Collected data entries:
*** Block opens ***
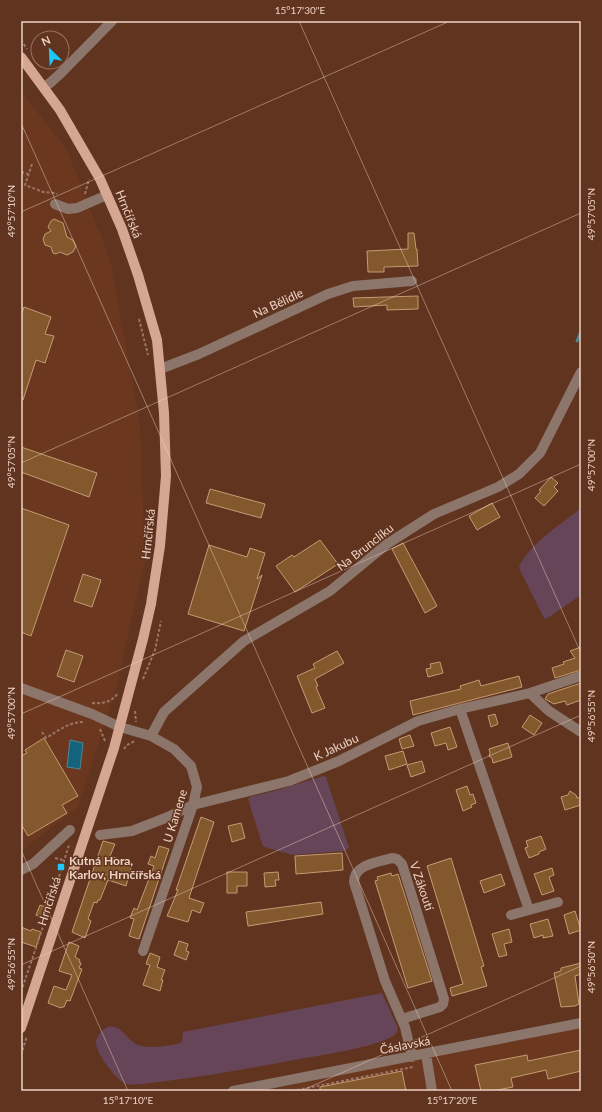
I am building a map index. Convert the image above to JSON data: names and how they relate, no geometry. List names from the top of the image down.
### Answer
{
  "streets": {
    "main road": ["Hrnčířská"],
    "street": [
      "Na Bělidle",
      "Na Brunclíku",
      "K Jakubu",
      "U Kamene",
      "V Zákoutí",
      "Čáslavská"
    ]
  },
  "crossings": [
    ["Hrnčířská", "Na Bělidle"],
    ["Hrnčířská", "U Kamene"],
    ["Na Brunclíku", "U Kamene"],
    ["K Jakubu", "U Kamene"],
    ["V Zákoutí", "Čáslavská"]
  ],
  "places": {
    "transit": ["Kutná Hora, Karlov, Hrnčířská"]
  },
  "north": "top left",
  "coordinates": [
    "15°17'30\"E",
    "49°57'10\"N",
    "49°57'05\"N",
    "49°57'00\"N",
    "49°56'55\"N",
    "49°56'50\"N",
    "15°17'10\"E",
    "15°17'20\"E"
  ]
}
*** Block closes ***
Give all entries again verbatim, without any images.

- **YOUR SOLUTION**:
I am building a map index. Convert the image above to JSON data: names and how they relate, no geometry. List names from the top of the image down.
### Answer
{
  "streets": {
    "main road": ["Hrnčířská"],
    "street": [
      "Na Bělidle",
      "Na Brunclíku",
      "K Jakubu",
      "U Kamene",
      "V Zákoutí",
      "Čáslavská"
    ]
  },
  "crossings": [
    ["Hrnčířská", "Na Bělidle"],
    ["Hrnčířská", "U Kamene"],
    ["Na Brunclíku", "U Kamene"],
    ["K Jakubu", "U Kamene"],
    ["V Zákoutí", "Čáslavská"]
  ],
  "places": {
    "transit": ["Kutná Hora, Karlov, Hrnčířská"]
  },
  "north": "top left",
  "coordinates": [
    "15°17'30\"E",
    "49°57'10\"N",
    "49°57'05\"N",
    "49°57'00\"N",
    "49°56'55\"N",
    "49°56'50\"N",
    "15°17'10\"E",
    "15°17'20\"E"
  ]
}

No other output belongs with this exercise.